### Activity
How many lines in this data contain the string "rows"? Reply with the number only.

Collected data entries:
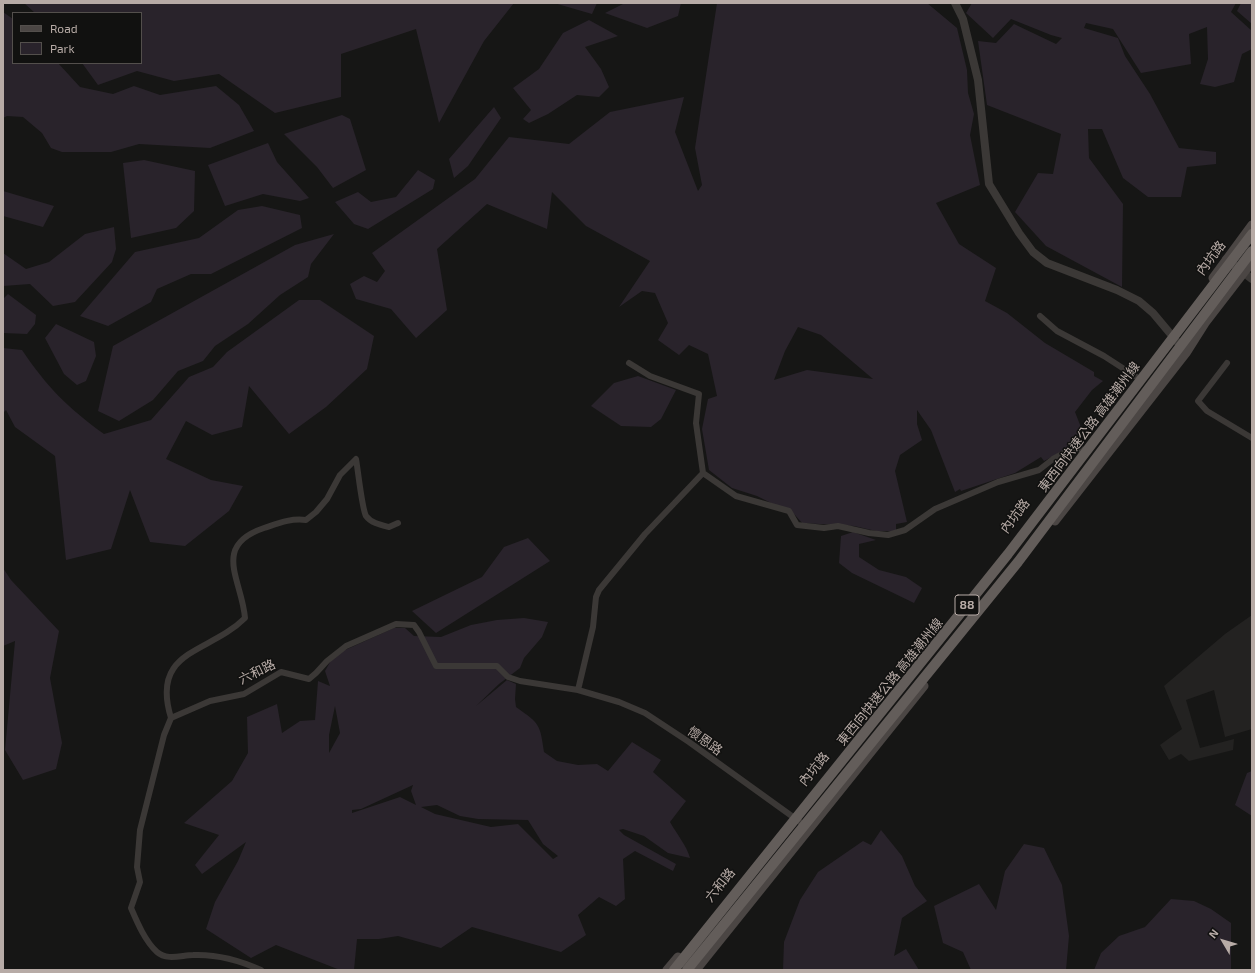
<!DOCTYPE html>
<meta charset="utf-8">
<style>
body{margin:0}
#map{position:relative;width:1255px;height:973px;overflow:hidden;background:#161615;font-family:"Exo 2",sans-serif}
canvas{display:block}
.frame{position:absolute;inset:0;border:4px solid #b7aba6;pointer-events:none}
.legend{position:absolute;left:12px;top:12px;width:130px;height:52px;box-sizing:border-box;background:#111110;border:1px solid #534f4c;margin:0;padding:5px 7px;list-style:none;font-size:12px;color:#b7aba6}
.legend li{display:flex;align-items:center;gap:8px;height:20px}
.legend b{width:20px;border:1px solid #534f4c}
.north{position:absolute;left:1203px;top:921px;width:40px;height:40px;-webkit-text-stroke:3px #111110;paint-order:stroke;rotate:308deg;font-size:11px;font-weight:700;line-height:16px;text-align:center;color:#b7aba6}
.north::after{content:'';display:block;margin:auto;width:14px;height:18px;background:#b7aba6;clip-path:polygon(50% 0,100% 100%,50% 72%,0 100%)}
</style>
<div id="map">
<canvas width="1255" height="973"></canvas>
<div class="frame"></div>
<ul class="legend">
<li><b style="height:5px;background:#4b4644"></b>Road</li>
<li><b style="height:11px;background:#29232b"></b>Park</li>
</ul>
<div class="north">N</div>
</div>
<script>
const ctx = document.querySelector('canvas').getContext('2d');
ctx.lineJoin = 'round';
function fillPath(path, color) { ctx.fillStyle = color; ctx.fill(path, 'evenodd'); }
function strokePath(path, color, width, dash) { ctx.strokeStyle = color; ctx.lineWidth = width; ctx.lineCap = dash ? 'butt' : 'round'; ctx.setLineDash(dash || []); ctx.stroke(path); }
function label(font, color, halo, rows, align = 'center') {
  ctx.font = font + ' "Exo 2","Noto Sans TC",sans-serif'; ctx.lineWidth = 3; ctx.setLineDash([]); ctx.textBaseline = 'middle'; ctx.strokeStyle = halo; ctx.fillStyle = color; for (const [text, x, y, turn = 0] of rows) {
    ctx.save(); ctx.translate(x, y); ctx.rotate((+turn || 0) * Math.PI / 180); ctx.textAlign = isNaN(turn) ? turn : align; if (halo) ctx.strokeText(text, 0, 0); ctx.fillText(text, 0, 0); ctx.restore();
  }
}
fillPath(new Path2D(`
 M 1252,615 L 1252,729 L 1225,737 L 1214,690 L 1186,700 L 1200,748 L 1234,739 L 1233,750 L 1189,761 L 1181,754 L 1169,760 L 1160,745 L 1182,729 L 1164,686 L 1225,634 Z`), '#232221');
fillPath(new Path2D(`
 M 24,3 L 514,3 L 484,41 L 439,123 L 416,29 L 341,54 L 341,97 L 275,113 L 219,74 L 174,81 L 137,71 L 98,85 L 82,63 L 141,63 L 141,13 L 35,13 Z
 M 554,3 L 597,3 L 592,14 Z
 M 625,3 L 681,3 L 678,16 L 647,28 L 605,13 Z
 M 717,3 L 927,3 L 957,28 L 967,70 L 968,93 L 974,114 L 970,135 L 980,185 L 936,203 L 959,244 L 996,268 L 985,301 L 1007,313 L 1045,343 L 1094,372 L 1094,376 L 1103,381 L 1092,390 L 1075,412 L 1084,435 L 1075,445 L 1044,461 L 1041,457 L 1015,473 L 961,491 L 960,489 L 955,492 L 931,430 L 917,410 L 917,424 L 922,440 L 900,455 L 895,471 L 907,522 L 896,524 L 896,531 L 876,531 L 854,526 L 802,523 L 795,515 L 757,496 L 732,488 L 709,470 L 702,429 L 708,399 L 717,396 L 708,354 L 689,345 L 679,355 L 658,340 L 668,323 L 655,293 L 642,291 L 619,307 L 650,261 L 586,226 L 552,192 L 547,229 L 487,204 L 437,249 L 447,310 L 416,338 L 391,309 L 356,299 L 350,284 L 364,276 L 377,282 L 385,271 L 372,253 L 475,179 L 509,137 L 569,144 L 610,112 L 684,97 L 675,132 L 698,191 L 702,185 L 695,148 ZM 798,327 L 821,335 L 873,379 L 807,370 L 774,380 L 785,351 Z
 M 972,3 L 1236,3 L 1231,12 L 1252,31 L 1252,49 L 1242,54 L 1234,82 L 1215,87 L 1200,84 L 1208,59 L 1207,27 L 1189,34 L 1191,64 L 1141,73 L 1113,29 L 1086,23 L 1084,28 L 1118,38 L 1125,56 L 1150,94 L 1179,148 L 1216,152 L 1216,164 L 1187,167 L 1181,197 L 1148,197 L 1123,178 L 1102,129 L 1088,129 L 1089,158 L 1123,204 L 1122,287 L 1046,246 L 1015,212 L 1038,173 L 1053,174 L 1061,134 L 987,105 L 978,41 L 996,43 L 1014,24 L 1056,44 L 1062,38 L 1051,35 L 1011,19 L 993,38 L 966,13 Z
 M 1241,3 L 1252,3 L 1252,24 L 1237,11 Z
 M 3,12 L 13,19 L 13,63 L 58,63 L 80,87 L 113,94 L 134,86 L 160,95 L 216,86 L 239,105 L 254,131 L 210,148 L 139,144 L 111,152 L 62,152 L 51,148 L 42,133 L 23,117 L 7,116 L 3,118 Z
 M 589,20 L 618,36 L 585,47 L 601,69 L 609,87 L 599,97 L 577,95 L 548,114 L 529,123 L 523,119 L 531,110 L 513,88 L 539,69 L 563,33 Z
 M 494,107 L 501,118 L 468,166 L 454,178 L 449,159 Z
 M 342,115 L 350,119 L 366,170 L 333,188 L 317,167 L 284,134 Z
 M 268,143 L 277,162 L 309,198 L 300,201 L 263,194 L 225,206 L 208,165 Z
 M 144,160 L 195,171 L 194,211 L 176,228 L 131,238 L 123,163 Z
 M 418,170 L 435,180 L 433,189 L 368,229 L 354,224 L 335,202 L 358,192 L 371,202 L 396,197 Z
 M 3,191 L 54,206 L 43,227 L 3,216 Z
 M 262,206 L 300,215 L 302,228 L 211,274 L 191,274 L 157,289 L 151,302 L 108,326 L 80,316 L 135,252 L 199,238 L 238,210 Z
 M 114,227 L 116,249 L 112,262 L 75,302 L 53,306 L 30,284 L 3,286 L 3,253 L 26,269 L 49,262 L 85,234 Z
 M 334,234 L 311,264 L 308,277 L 280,295 L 248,324 L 215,346 L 203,361 L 178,371 L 153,400 L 119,421 L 98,411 L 113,346 L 295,245 Z
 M 8,294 L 36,315 L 35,324 L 27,334 L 3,333 L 3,299 Z
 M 299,300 L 320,300 L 374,336 L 367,369 L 326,407 L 289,434 L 249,386 L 242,427 L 212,435 L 186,421 L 166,459 L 211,480 L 243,486 L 229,511 L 185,546 L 150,542 L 130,490 L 111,549 L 66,560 L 55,456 L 15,427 L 6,410 L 3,413 L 3,348 L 22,350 C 47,387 68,408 104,434 L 151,420 L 189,377 L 213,367 L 227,352 Z
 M 56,324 L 94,342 L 96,356 L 86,381 L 77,385 L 64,374 L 45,338 Z
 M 638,376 L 676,390 L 661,419 L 651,427 L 621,426 L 591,406 L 614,383 Z
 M 853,532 L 876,540 L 859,544 L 859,557 L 879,570 L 906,577 L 922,588 L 914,603 L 852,573 L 839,563 L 841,536 Z
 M 528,538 L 550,561 L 436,633 L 412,611 L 482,577 L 504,547 Z
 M 3,568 L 11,580 L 59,631 L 50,678 L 62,743 L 56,769 L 23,780 L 5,750 L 15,641 L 3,646 Z
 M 524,618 L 548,622 L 542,637 L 524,658 L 520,668 L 499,684 L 476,706 L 507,680 L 516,684 L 515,699 L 516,707 C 540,724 540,724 544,752 L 557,761 L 578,765 L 597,764 L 608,771 L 632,742 L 661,760 L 653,772 L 686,801 L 670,822 C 676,833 687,846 690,858 L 668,853 L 644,836 L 623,829 L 619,830 L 624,835 L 676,864 L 673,871 L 635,851 L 623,859 L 625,899 L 616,906 L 599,897 L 578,915 L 586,935 L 561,952 L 472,927 L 441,948 L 398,936 L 379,939 L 357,939 L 354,970 L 340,970 L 276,945 L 251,958 L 206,929 L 215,902 L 238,861 L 246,842 L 202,874 L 195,865 L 219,835 L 184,823 L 232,781 L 248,753 L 247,717 L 277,704 L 282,733 L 300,721 L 315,720 L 318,681 L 330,686 L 325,671 L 334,655 L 394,628 L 405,628 L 414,636 L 441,637 L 471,625 L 497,620 ZM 335,706 L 340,733 L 329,753 L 329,735 ZM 413,785 L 411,791 L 416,805 L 400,797 L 352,813 L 352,810 L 361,809 ZM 437,805 L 460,816 L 478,819 L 528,820 L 543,844 L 558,856 L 553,859 L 518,824 L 491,827 L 435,814 L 421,807 Z
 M 1252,771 L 1252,816 L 1235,805 L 1247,773 Z
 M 881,830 L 902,856 L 915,886 L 927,901 L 902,918 L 894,956 L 906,949 L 919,970 L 783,970 L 784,942 L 800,900 L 818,872 L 863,841 L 871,845 Z
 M 1024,844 L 1044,848 L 1062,885 L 1069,936 L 1066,970 L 971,970 L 963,952 L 943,943 L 934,906 L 979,884 L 996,910 L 1005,871 Z
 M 1171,899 L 1194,901 L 1211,909 L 1231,923 L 1231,970 L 1094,970 L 1101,953 L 1119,936 L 1145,927 Z`), '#29232b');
strokePath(new Path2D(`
 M 1040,316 L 1057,331 L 1104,356 L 1138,378
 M 629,363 L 650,376 L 699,394 L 696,423 L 703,473
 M 1227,363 L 1198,401 L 1207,411 L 1252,438
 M 703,473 L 736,496 L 789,511 L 797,525 L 824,528 L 838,526 L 869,533 L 888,535 L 905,530 L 935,509 L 998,482 L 1039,470 L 1053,459 L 1068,451 L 1082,449
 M 578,690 L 593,627 L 596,597 L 599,590 L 645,534 L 703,473
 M 171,718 C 150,649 209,654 245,618 C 242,580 211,546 264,528 C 279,523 291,518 306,520 L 316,512 L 327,499 L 340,475 L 356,459 C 358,470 362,509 366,516 C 371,523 381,525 389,527 L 398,523
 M 261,970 C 239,960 217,954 193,955 C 182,955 167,961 157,952 C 145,941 137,922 131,908 L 140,882 L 137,867 L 140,830 L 164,735 L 171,718 L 210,701 L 244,694 L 281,672 L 309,679 L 316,673 L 327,661 L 346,646 L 396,624 L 414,625 L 419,632 L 436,666 L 497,666 L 508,677 L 520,681 L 578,690 L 619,702 L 645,713 L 689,742 L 807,827`), '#3b3836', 6);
strokePath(new Path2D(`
 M 955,3 L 963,19 L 978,80 L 989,184 L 1019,233 L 1033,252 L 1047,263 L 1117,290 L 1139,301 L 1153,313 L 1184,350
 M 1226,259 L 1252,279`), '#3b3836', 8);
strokePath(new Path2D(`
 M 1213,278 L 1252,225
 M 1055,521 L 1186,353 L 1205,323 L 1252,262
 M 667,970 L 678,957
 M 696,970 L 924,686`), '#4b4644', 9);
strokePath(new Path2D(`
 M 674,970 L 1008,554 L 1252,234
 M 687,970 L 1018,562 L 1252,251`), '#635d5a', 10);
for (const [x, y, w] of [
 [967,605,24]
]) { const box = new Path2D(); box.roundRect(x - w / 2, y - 10, w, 20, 3); ctx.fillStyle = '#111110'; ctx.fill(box); strokePath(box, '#b7aba6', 1); }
label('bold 12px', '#b7aba6', null, [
 ["88",967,605]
]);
label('13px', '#b7aba6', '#111110', [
 ["內坑路",1211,258,-53],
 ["東西向快速公路 高雄潮州線",1089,427,-53],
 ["內坑路",1015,516,-53],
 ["六和路",257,672,-26],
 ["東西向快速公路 高雄潮州線",890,682,-51],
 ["懷恩路",705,741,35],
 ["內坑路",814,769,-51],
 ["六和路",720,885,-51]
]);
</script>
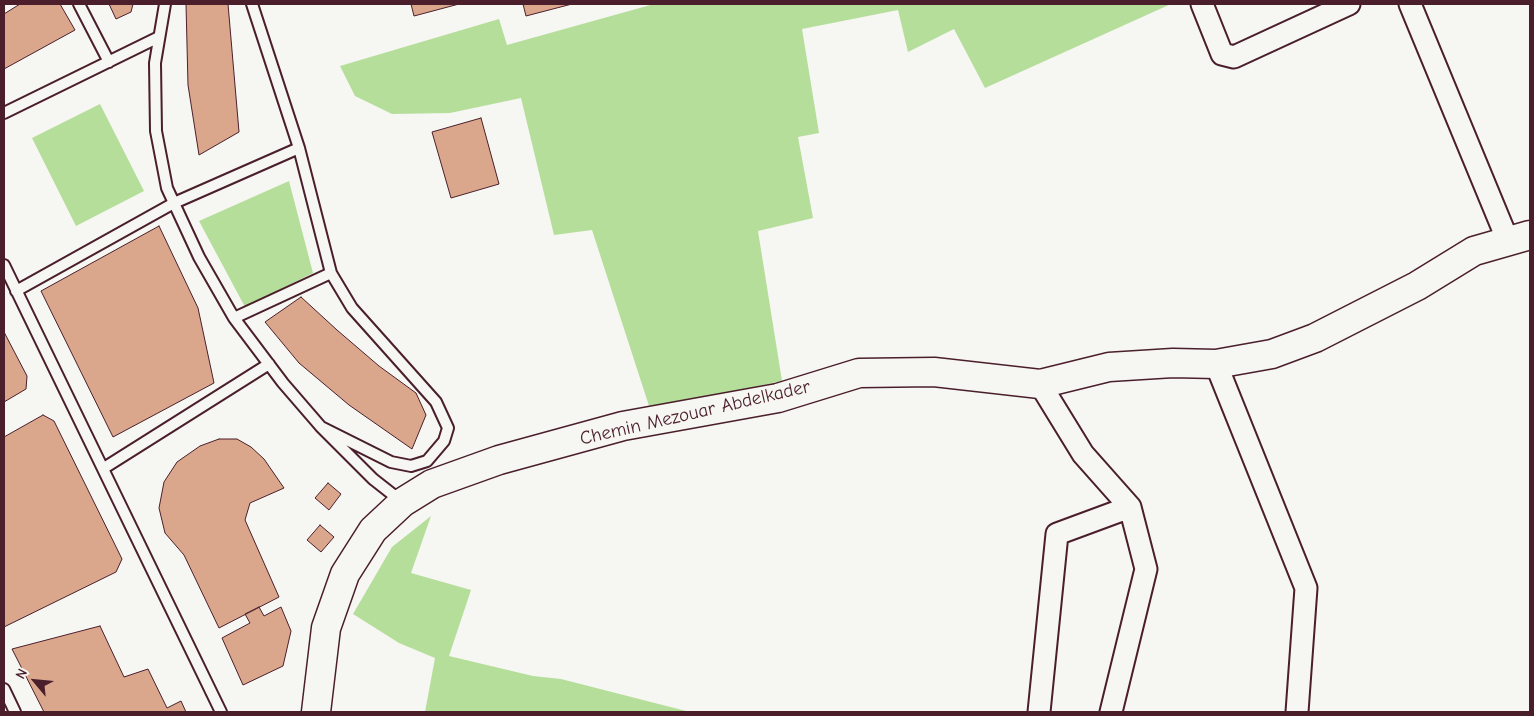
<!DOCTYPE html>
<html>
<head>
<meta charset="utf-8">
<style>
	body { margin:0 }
	#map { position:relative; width:1534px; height:716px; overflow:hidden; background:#f6f6f2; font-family:"Comic Neue",sans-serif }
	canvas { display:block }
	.frame { position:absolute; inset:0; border:5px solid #4a1f2b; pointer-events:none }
	.north { position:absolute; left:10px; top:656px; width:50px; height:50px; -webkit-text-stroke:4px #f6f6f2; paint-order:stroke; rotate:298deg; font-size:14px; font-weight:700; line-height:20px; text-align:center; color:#4a1f2b }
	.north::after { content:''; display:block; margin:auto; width:18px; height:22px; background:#4a1f2b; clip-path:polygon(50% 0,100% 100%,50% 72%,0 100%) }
</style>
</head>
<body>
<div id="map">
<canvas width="1534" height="716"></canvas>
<div class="frame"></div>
<div class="north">N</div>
</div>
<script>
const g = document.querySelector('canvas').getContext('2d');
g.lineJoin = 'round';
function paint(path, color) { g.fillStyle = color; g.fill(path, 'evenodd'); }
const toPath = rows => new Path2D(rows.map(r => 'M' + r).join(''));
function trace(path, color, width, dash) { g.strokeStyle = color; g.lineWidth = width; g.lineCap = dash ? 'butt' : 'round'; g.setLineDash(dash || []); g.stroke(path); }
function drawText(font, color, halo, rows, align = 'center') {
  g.font = font + ' "Comic Neue",sans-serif'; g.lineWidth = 4.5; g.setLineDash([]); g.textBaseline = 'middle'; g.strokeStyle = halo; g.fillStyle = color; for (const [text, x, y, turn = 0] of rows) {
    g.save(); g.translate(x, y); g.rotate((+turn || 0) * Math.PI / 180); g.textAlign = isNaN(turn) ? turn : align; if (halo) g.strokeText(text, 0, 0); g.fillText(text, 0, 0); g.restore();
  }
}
const green = toPath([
	[654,4,1171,4,985,88,954,29,908,52,898,10,802,29,819,133,798,137,813,218,758,231,782,381,650,409,592,230,554,235,521,98,450,113,392,114,355,96,340,66,499,19,507,45],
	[100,104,144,191,76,226,32,138],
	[289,181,313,273,245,307,199,221],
	[431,516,411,573,471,590,449,656,533,676,561,679,690,712,425,712,435,658,399,643,353,614,392,547]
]);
const building = toPath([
	[20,4,60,4,75,30,4,69,4,14,20,4],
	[109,4,133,4,131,12,116,19,109,4],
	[186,4,228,4,239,132,199,155,188,85,186,4],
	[411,4,459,4,414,16,411,4],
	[523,4,572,4,526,16,523,4],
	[481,118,499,184,451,198,432,132,481,118],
	[159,226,198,308,214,383,113,437,41,291,159,226],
	[301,297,337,330,379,366,416,393,426,415,412,449,349,405,299,363,265,322,301,297],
	[4,332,27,376,26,389,4,402,4,332],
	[43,415,54,421,122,559,116,572,4,627,4,437,43,415],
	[219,439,237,439,251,447,264,459,284,488,250,503,245,520,279,597,219,628,184,555,165,533,159,508,164,482,177,462,200,446,219,439],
	[328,483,341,494,329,510,315,498,328,483],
	[320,525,334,537,321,552,307,540,320,525],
	[259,607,264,616,281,607,291,631,283,666,243,685,222,638,250,623,245,614,259,607],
	[100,626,124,677,148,669,167,708,181,701,186,712,44,712,12,649,100,626]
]);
const lane = toPath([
	[79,4,109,62],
	[165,4,155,63,156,131,167,188,199,257,234,318,283,383,321,427,373,479,401,501],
	[252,4,299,148,331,273,352,308,436,402,448,428,444,441,427,461,411,466,391,462,321,427],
	[4,113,159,37],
	[4,265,221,712],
	[16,291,174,203,299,148],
	[234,318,331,273],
	[104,468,269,364],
	[4,689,15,712]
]);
const street = toPath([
	[1202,4,1222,54,1234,57,1349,4],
	[1410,4,1508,241],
	[1216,364,1306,588,1297,712],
	[1040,384,1083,454,1130,507,1146,569,1111,712],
	[1039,712,1057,534,1130,507]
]);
const secondary = toPath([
	[316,712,326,628,345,574,373,530,403,502,432,484,499,460,623,426,778,398,859,373,934,372,1040,384,1109,367,1173,363,1216,364,1272,354,1315,338,1417,286,1474,251,1530,235]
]);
const streetNames = [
	["Chemin Mezouar Abdelkader",695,413,-13]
];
paint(green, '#b6de9b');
paint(building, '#daa78d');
trace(building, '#4a1f2b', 1);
trace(lane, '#4a1f2b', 14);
trace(street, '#4a1f2b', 25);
trace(secondary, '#4a1f2b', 31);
trace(lane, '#f6f6f2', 10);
trace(street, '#f6f6f2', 21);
trace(secondary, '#f6f6f2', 28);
drawText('19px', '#4a1f2b', '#f6f6f2', streetNames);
</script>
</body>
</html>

### Answer section
5